"Putin powinien się bać". Twarde negocjacje z Trumpem

"Putin powinien się bać". Twarde negocjacje z Trumpem

Dodano: 
Władimir Putin i Donald Trump ściskają sobie dłonie podczas spotkania w Helsinkach, lipiec 2018 r.
Władimir Putin i Donald Trump ściskają sobie dłonie podczas spotkania w Helsinkach, lipiec 2018 r. Źródło: PAP/EPA / MICHAEL KLIMENTYEV
Pułkownik brytyjskiej armii Hamish de Bretton-Gordon uważa, że Władimir Putin ma powody do obaw.
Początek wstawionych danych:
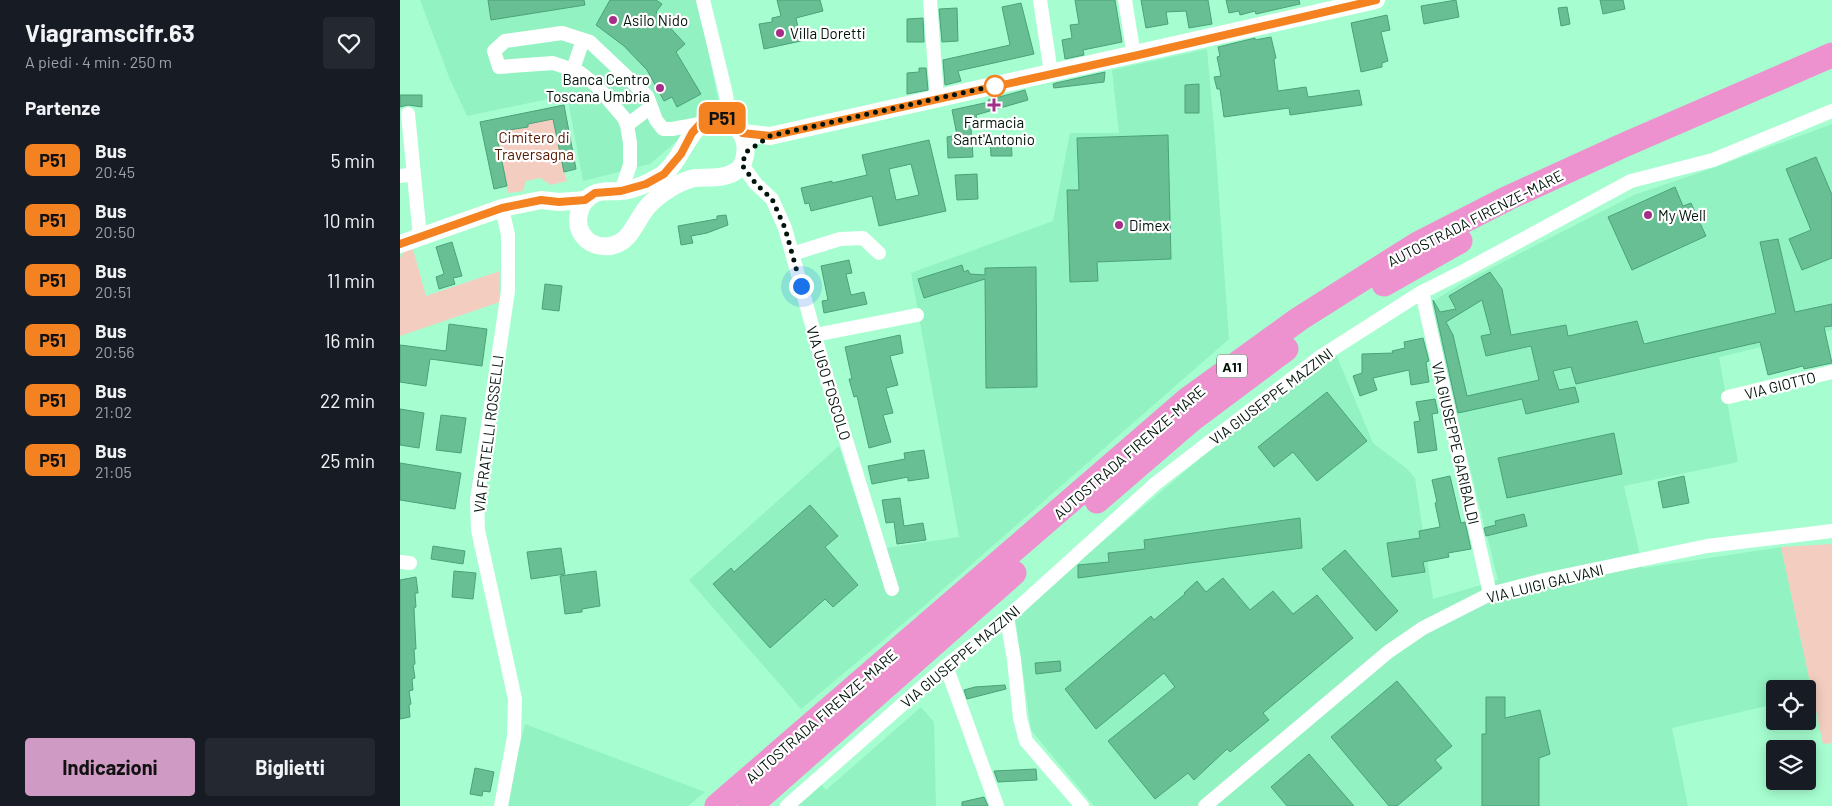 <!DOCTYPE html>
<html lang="it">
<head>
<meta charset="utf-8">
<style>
  :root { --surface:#171b24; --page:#242831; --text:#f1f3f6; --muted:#9ea1a6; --accent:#cf9ac4 }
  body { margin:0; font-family:Barlow,sans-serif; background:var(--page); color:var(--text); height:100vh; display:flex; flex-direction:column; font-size:19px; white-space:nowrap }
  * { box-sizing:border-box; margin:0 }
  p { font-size:16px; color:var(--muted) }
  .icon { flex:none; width:28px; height:28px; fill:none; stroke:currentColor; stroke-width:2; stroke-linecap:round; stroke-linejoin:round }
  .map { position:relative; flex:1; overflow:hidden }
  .sheet { display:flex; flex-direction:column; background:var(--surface); width:400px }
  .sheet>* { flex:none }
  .badge { padding:0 10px; border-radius:8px; font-size:18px; line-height:32px }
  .controls { position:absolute; left:1366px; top:680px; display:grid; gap:10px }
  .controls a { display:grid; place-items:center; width:50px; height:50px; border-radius:5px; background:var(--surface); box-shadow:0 2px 12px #0003; font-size:25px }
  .you { position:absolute; width:25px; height:25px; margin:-12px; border:4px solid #fff; border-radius:50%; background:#1a73e8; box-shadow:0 0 0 8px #1a73e833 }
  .map>.badge { position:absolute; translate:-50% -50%; box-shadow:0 0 0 2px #fff }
  h2 { padding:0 25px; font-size:19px; line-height:45px }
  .round { display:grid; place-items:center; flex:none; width:52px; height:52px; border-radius:5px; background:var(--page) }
  .head { display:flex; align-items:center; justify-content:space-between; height:85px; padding:0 25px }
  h1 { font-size:24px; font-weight:700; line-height:38px }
  .button { display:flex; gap:10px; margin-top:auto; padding:10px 25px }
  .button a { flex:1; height:58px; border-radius:5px; background:var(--accent); color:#111; font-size:20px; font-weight:700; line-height:58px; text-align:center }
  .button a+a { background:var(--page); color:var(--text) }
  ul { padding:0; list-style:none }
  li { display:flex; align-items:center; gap:15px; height:60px; padding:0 25px }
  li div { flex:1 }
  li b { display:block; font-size:19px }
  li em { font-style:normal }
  li .badge { min-width:55px; font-weight:700; text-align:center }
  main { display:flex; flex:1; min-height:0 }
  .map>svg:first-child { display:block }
  .built { fill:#92f2c1 }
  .green { fill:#f3cec0 }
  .building { fill:#68bf94; stroke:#4aa279; fill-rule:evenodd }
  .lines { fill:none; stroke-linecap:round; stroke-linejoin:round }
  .minor { stroke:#fff; stroke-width:14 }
  .tertiary { stroke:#fff; stroke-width:18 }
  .motorway { stroke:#ee92cf; stroke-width:25 }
  .line-casing { stroke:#fff; stroke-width:11 }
  .line { stroke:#f58220; stroke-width:8 }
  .walk { stroke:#001409; stroke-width:5; stroke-dasharray:0 9 }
  .poi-dot { fill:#a52e86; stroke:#fff; stroke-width:2 }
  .stop-dot { fill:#fff; stroke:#f58220; stroke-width:2.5 }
  .labels { text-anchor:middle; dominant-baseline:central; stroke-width:4.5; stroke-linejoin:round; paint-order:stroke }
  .shield { fill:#fff; stroke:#4c5a53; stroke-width:1 }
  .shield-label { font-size:14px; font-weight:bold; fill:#001409 }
  .poi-label { font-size:15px; fill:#001409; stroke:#fff; text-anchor:start }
  .park-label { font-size:15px; fill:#551900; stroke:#fff }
  .street-label { font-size:15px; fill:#001409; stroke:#fff }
</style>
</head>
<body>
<main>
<section class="sheet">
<div class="head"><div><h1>Viagramscifr.63</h1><p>A piedi · 4 min · 250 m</p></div><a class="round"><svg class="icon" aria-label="heart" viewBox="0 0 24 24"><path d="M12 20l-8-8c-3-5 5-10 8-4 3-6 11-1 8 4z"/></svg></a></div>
<h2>Partenze</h2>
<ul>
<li><span class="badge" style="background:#f58220;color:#111">P51</span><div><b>Bus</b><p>20:45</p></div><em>5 min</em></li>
<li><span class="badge" style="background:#f58220;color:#111">P51</span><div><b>Bus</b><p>20:50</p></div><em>10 min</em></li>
<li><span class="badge" style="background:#f58220;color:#111">P51</span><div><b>Bus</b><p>20:51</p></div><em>11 min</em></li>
<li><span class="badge" style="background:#f58220;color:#111">P51</span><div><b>Bus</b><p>20:56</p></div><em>16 min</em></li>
<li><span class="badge" style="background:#f58220;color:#111">P51</span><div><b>Bus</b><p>21:02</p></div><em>22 min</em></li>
<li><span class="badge" style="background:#f58220;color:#111">P51</span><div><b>Bus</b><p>21:05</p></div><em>25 min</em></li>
</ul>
<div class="button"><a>Indicazioni</a><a>Biglietti</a></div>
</section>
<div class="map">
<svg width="1432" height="806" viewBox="0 0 1432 806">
  <rect width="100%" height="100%" fill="#a6fed0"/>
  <path class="built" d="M20 0H298L319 105 250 164 183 181 167 95 67 116 49 77Z
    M807 49 815 139 829 339 524 606 401 709 289 580 439 446 473 550 559 537 511 273 653 221 670 133H719L712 70Z
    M1432 124V330L1319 357 1338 462 1224 486 1243 568 1381 547 1413 695 1408 696V689H1375V704L1272 728 1288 806H694L631 730 615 616 850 416 936 354 973 443 1006 468 1015 478 1033 599 1098 580 1029 304 1062 283 1234 195 1313 168Z
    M521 707 534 722 536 806H395L420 783 426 790Z
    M125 724 305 792 288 806H105Z"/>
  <path class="green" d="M164 105 176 169 164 172 167 181 151 185 140 178 126 181 123 191 108 193 107 186 94 189 80 122Z
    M13 249 26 296 100 271V302L0 336V258L4 252Z
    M1432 544V743L1423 744 1381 547Z"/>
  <path class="building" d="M88 0H184L185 5 91 20Z
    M210 0H256L262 4 256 12 285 44 276 52 301 94 277 107 272 97 264 101 247 70 224 46 196 25Z
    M377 0H420L423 11 396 18 401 41 364 49 359 24 372 22V18L381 16Z
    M675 0H715L722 42 683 50 684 55 665 59 662 40 672 38 670 25 679 24Z
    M741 0H808L812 24 789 28 786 11 766 12 768 24 746 28Z
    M826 0H899L900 4 856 14 855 11 840 15 839 11 829 13Z
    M1056 0 1059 17 1024 24 1021 6Z
    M1200 0H1223L1225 9 1203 14Z
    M621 3 634 54 558 71 561 81 545 85 543 60 610 45 602 7Z
    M1167 7 1170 24 1161 26 1158 8Z
    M557 8 558 41 542 42 539 9Z
    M987 15 990 30 981 32 988 61 982 63V67L961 72 951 23Z
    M523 18 524 42H507V19Z
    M871 37 876 58 874 59 878 91 906 87 908 97 959 90 962 105 890 115 889 108 824 117 820 89H817L814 77 821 76 817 57 820 56 818 47 855 38V40Z
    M519 68H526L528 90 507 94V73L519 72Z
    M705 72 704 82 654 88 653 84 656 83Z
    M799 84V113H785V85Z
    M625 90 628 100 576 115 579 127 571 128 573 157 548 158 547 137 557 135 552 110 589 102 588 100Z
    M0 95H22V107L8 105 0 107Z
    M164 105 176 169 164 172 153 119 128 124V127L96 132 107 186 94 189 80 122Z
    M768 135 771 259 697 262 698 281 670 282 667 190H679L677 138Z
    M590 138H611L612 156H591Z
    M529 140 546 211 479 226 472 196 411 211 409 203 405 204 401 188 432 181V183L467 175 462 155ZM511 164 519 195 496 200 489 169Z
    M1416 157 1432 195V258L1402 270 1389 239 1411 230 1386 169Z
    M577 174 578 199 557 200 555 175Z
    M1275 187 1283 206 1291 203 1306 236 1232 270 1208 217Z
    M326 215 328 225 307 233 291 236 293 243 281 245 278 226 317 219V216Z
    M1378 239 1395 312 1432 304V326L1424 327 1432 363 1404 369 1403 366 1368 375 1360 342 1176 384 1171 367 1153 371 1159 390 1175 387 1179 402 1126 414 1122 399 1058 413 1033 300 1040 312 1056 309 1049 296 1090 272 1102 289 1111 335 1166 325 1168 336 1237 321 1244 344 1376 313 1360 242ZM1082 300 1091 334 1081 336 1086 356 1131 346 1139 380 1067 396 1053 335 1046 322Z
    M52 242 62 276 53 278 55 284 39 289 36 277 44 274 36 247Z
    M449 260 452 273 446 274 451 295 464 292 467 304 424 313 422 301 428 300 421 266Z
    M562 265 564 272 568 270 570 274 585 275V268L636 267 637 387 586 388 585 279 524 298 518 279Z
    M145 284 162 286 159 311 142 309Z
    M49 324 87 329 82 366 30 359 26 386 0 382V345L46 351Z
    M500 335 503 353 490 356 498 385 486 388 493 413 483 415 491 442 469 448 457 396 454 397 449 379H452L445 347Z
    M1023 338 1029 361 1026 362 1029 382 1011 385 1009 370 973 378 977 390 960 396 953 376 962 373V354L993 353 992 351 1005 348 1004 342Z
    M927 392 967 441 917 481 893 452 874 467 858 447Z
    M1035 399 1038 413 1032 414 1037 450 1018 453 1014 422 1020 421 1016 402Z
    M0 409 24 413 19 448 0 445Z
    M41 415 66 418 61 453 36 450Z
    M1214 433 1222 474 1107 498 1098 458Z
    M524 450 529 478 508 481V477L472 484 468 466 505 459 504 453Z
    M0 463 61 473 55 509 0 500Z
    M1050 476 1061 523 1065 522 1071 549 1048 553 1049 557 1023 562 1025 572 992 577 987 543 1020 538 1019 531 1040 527 1035 503 1037 502 1032 480Z
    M1284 476 1289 503 1263 508 1258 482Z
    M500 498 504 526 523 523 526 540 497 544 494 522 486 523 482 500Z
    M410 505 438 536 425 547 458 585 433 607 425 599 370 648 313 584 331 568 334 572Z
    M1124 514 1127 526 1086 536 1084 528 1096 525 1095 521Z
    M900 518 902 548 678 578V565L709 562 708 553 745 549 744 540Z
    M33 546 65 551 63 564 31 559Z
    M161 548 165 574 131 579 127 552Z
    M945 550 998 611 976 631 922 569Z
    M54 571 76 573 73 599 52 597Z
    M196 571 200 606 182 609V612L165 614 160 576Z
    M16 577 18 593H15L16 607 14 608 16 649H14L15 664 13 665 15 678 12 679 13 690 9 691 11 704 9 705 10 717 0 719V580Z
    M823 578 850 610 873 591 893 614 917 595 953 638 863 713 869 720 830 752 827 749 794 780 788 773 755 799 708 741 775 687 764 673 696 729 665 689 751 616 754 620 785 594 784 593 797 581 806 592Z
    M660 661 661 671 636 674 635 663Z
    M997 681 1052 746 1035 760 1042 768 997 806H989L931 737Z
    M605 685 606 689 567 699 564 690 575 687Z
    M1086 697H1105V718L1140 710 1150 754 1139 758V806H1082V734H1086Z
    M909 754 954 806H887L871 787Z
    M75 768 94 772 90 792 83 791 82 796 70 794Z
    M636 769 637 780 598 782 594 771Z
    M584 797 588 806H562V802Z"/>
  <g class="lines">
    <path class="minor" d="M303 0 325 90 331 122
      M530 0 537 99
      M640 0 651 73
      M725 0 734 56
      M173 69 183 40
      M8 114 20 237
      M227 125 251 107
      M342 165 356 184 372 199 385 228 425 372 492 589
      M0 176 14 174
      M221 191 230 165V143L227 125 224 118 196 85 179 72 153 63 99 67 94 51 105 41 162 33 190 42 247 96 256 120 263 129H272L300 124
      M392 254 440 239 463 238 479 253
      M1022 292 1090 594
      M415 335 517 315
      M1328 397 1432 372
      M0 562 10 563
      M607 618 614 660 620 718 626 741 682 806
      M546 666 597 806
      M101 806 114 737 115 699 78 530 77 500 108 291V235L102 208
      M387 806 546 666 607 618 755 484 920 357 1022 292 1064 271 1231 181 1313 160 1432 111
      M805 806 988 652 1023 628 1090 594 1144 580 1307 546 1432 531"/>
    <path class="tertiary" d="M314 118C333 118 349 135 345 155 344 161 342 168 336 171 325 179 308 177 295 178 279 181 265 191 253 201 236 215 234 242 210 246 202 247 192 245 186 239 172 225 178 202 194 194 201 190 212 192 220 191 235 190 249 183 262 175 284 159 288 124 314 118Z
      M342 133 370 136 401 129 976 0
      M0 244 102 208 141 200 159 202 185 200"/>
    <path class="motorway" d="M984 284 1060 241
      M697 501 791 420 886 349
      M317 806 787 400 899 319 1016 245 1108 198 1224 145 1432 55
      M350 806 614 573"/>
  </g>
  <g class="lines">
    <g class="line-casing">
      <path id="line" d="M0 244 102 208 141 200 159 202 185 200 195 193 221 191 246 184 264 174 281 154 292 133 300 124 307 120 322 118 331 122 342 133 370 136 734 56 976 0"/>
    </g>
    <use href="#line" class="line"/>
    <path class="walk" d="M401 286 385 228 372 199 356 184 342 165 346 152 370 136 602 84 595 86"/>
  </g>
  <g class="poi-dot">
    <circle cx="213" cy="20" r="5"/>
    <circle cx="380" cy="33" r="5"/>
    <circle cx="260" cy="88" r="5"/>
    <path d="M591.5 97.5h5v5h5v5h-5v5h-5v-5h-5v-5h5z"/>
    <circle cx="1248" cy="215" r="5"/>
    <circle cx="719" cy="225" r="5"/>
  </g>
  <circle class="stop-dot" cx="595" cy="86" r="10"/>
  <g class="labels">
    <rect class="shield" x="817" y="354.5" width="30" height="23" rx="4"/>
    <g class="shield-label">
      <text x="832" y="366">A11</text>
    </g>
    <g class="poi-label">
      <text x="223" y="20">Asilo Nido</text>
      <text x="390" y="33">Villa Doretti</text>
      <text x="250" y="79" text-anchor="end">Banca Centro<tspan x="250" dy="17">Toscana Umbria</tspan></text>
      <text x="594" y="122" text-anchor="middle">Farmacia<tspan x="594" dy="17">Sant'Antonio</tspan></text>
      <text x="1258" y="215">My Well</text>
      <text x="729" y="225">Dimex</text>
    </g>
    <g class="park-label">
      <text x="134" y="137">Cimitero di<tspan x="134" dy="17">Traversagna</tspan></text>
    </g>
    <g class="street-label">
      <text transform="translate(1075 218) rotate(-27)">AUTOSTRADA FIRENZE-MARE</text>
      <text transform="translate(429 383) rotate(73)">VIA UGO FOSCOLO</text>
      <text transform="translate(1380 385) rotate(-14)">VIA GIOTTO</text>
      <text transform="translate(871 396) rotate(-37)">VIA GIUSEPPE MAZZINI</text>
      <text transform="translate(88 434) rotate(-83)">VIA FRATELLI ROSSELLI</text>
      <text transform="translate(1056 443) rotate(77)">VIA GIUSEPPE GARIBALDI</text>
      <text transform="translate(729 452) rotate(-41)">AUTOSTRADA FIRENZE-MARE</text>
      <text transform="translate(1145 583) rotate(-14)">VIA LUIGI GALVANI</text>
      <text transform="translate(560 656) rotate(-40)">VIA GIUSEPPE MAZZINI</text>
      <text transform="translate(421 716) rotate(-41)">AUTOSTRADA FIRENZE-MARE</text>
    </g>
  </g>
</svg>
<div class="controls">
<a><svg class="icon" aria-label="locate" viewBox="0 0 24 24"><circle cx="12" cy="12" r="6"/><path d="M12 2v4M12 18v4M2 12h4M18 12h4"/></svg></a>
<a><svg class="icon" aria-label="layers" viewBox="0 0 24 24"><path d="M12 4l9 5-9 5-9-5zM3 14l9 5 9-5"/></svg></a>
</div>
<div class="you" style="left:401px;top:286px"></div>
<b class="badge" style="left:322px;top:118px;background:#f58220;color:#111">P51</b>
</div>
</main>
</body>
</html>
Zdaniem wojskowego, Donald Trump postawi twarde warunki negocjacyjne i zmusi prezydenta Rosji do zawarcia pokoju na Ukrainie.

Analityk w swoim tekście dla "The Telegraph" zwraca uwagę na postawę przywódcy Stanów Zjednoczonych w kontekście wojny w Strefie Gazy.

Brytyjski wojskowy: Huragan Trumpa może zanieść Putina na Ural

Hamish de Bretton-Gordon podkreśla, że Donald Trump uznał zakończenie działań militarnych w tym regionie za swój osobisty sukces. Rozwiązanie konfliktu miało do jednocześnie utwierdzić w przekonaniu, że najlepszym wariantem w takich sytuacjach są twarde negocjacje.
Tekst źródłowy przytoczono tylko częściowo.